In using a constant stratified sampling method, we are working with samples that are disproportionate (i.e., the sample sizes are not proportional to the stratum sizes). Thus, this approach requires that we reweight the sample in order to ensure that it is representative of the population. In doing so, we find that the parameter estimates (sample mean, sample variance, and variance of the mean) are slightly different. For example, the variance of the mean decreases, which indicates that our estimate of the true population mean is more reliable. This can be expected because we are computing the variance of the mean in each stratum, where each stratum exhibits more homogeneity when compared to the whole. Thus, computing variance of the mean on a per stratum basis and pooling results brings down total variability substantially. While the sample mean remains approximately the same (as expected), the sample variance increases slightly.

3) Optimal stratified samples:

In a pre-study, estimates of the stratum variance of purchase intentions for the HPV were obtained:

Compute optimal sample sizes for the five strata and draw a sample of size 1000 according to this design (see lecture notes on how to compute these values). Calculate the sample mean and variance of the mean and compare the results to those of proportionate and constant sampling. What is your conclusion?

The optimal sample sizes for each of the strata are provided above. When computing the variance of the mean using optimal stratified samples, we can expect the estimate to be lower when compared to that of proportionate sampling, but similar to the results obtained in constant stratified sampling. Again, the primary reason being that the we are reweighting the sample based on a proportion of variance from each stratum. Effectively, we are overweighing stratums that represent a smaller proportion of the overall population size and underweighting stratums that represent a larger proportion of the overall population size. As expected, the variance of the mean is very similar to the result obtained using constant stratified sampling, although it is slightly larger. The sample mean is the lowest when compared to the results obtained from the two other sampling methodologies, and the sample variance increases slightly over the previous estimate (continuing its upward trend).

B. Model Based Approach to Sampling

The file hybridcars.RData contains a sample of 5000 households, drawn using a random sample design.
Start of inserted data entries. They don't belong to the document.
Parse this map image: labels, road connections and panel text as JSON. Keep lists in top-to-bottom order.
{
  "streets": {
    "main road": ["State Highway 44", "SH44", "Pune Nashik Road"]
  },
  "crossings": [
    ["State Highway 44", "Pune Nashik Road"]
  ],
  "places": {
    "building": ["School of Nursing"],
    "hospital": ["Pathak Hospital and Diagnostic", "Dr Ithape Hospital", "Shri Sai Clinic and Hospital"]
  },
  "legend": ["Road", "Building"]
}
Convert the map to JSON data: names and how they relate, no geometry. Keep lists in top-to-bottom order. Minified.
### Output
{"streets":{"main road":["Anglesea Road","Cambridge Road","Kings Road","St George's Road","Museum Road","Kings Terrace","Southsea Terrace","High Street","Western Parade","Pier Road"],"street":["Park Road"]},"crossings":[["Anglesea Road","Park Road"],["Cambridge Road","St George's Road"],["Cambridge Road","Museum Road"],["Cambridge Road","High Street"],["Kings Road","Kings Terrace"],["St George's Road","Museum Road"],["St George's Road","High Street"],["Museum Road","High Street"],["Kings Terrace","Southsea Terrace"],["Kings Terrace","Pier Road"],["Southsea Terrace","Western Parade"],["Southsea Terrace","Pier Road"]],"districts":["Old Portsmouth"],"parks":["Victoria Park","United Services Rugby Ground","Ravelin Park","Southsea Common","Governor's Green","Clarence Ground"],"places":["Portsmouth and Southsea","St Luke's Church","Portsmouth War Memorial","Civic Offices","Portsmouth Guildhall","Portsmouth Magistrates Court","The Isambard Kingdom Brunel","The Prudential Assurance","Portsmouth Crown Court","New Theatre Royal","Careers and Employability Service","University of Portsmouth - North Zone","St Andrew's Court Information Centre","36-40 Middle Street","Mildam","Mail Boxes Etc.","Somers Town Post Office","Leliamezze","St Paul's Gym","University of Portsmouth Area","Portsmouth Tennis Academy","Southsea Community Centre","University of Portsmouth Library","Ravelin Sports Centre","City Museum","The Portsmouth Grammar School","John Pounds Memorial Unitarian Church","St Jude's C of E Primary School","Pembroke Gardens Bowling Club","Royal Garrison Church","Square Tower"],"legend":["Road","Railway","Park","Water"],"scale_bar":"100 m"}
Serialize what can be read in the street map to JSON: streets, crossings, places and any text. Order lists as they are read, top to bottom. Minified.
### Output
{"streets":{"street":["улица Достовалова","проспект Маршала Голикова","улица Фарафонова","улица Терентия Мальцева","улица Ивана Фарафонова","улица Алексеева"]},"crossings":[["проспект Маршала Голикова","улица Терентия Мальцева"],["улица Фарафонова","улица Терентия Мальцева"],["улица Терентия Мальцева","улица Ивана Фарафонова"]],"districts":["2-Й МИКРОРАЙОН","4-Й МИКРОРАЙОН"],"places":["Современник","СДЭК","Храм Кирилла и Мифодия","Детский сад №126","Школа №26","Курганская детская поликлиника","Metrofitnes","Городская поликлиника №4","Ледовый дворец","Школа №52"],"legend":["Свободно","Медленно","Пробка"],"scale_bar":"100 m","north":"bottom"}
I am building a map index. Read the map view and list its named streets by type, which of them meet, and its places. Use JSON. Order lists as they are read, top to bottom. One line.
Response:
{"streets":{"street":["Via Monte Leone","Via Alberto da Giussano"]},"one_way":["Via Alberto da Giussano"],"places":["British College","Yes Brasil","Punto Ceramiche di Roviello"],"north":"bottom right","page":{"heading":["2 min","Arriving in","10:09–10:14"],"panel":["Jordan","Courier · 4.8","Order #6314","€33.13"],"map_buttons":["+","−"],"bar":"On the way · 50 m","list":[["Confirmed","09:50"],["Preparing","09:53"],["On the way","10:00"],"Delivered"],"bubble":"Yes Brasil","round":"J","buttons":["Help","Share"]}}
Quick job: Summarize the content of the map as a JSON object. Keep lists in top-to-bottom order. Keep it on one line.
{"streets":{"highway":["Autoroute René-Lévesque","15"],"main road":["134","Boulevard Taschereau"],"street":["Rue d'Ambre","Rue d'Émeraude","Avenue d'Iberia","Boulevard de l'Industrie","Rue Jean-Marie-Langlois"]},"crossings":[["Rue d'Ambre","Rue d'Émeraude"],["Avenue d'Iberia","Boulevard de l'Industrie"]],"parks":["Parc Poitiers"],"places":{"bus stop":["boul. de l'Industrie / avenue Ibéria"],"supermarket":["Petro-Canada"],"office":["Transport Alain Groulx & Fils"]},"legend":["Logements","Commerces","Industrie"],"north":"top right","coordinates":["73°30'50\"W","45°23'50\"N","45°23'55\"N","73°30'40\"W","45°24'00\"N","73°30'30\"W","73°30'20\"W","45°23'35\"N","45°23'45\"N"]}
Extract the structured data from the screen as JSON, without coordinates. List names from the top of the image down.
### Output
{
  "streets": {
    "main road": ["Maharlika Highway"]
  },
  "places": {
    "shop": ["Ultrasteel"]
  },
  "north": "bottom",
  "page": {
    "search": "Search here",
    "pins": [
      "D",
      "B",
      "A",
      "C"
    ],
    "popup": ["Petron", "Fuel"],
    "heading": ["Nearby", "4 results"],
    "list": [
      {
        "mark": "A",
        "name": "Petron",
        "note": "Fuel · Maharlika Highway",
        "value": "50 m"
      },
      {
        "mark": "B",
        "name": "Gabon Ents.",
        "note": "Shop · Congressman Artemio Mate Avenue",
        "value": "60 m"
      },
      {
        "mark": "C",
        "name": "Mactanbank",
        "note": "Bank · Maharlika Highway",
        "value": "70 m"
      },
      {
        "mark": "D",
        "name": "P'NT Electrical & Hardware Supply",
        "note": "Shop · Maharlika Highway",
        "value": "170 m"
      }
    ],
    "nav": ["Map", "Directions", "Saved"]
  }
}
The columns of the data object consist of id, purchase intention, income, commute distance (in miles), household size, and number of earners per household. The purchase intentions are now binary, collected using the question: “do you intend to purchase a Hybrid Prototype Vehicle in the next 12 months?

The population distribution of income levels is as follows:

Compare the income distribution in the sample to those in the population. Is the sample representative of the population? If not, you need to take this into account in your analyses.

The purchase intentions in hybridcars.RData are discrete 0/1 variables indicating whether a subject intends to purchase the HPV or not. In R, using GLM, use the appropriate family to relate the binary purchase intention variable to (a) income, (b) commute distance (in miles), (c) household size, and (d) number of earners per household. (You can transform the commute variable so its effect is nonlinear.) What is your conclusion on the relationship between the purchase intentions for Hybrid Prototype Vehicles and these demographic variables?

Make sure to include appropriate weights into your analysis so your results reflect the population income distribution. Also estimate your model assuming a representative sample. Does it make a difference?

dir()

##  [1] "HW-Sampling-Hybrid-Cars .pdf" "hybridcars.RData"            
##  [3] "image.png"                    "img2.png"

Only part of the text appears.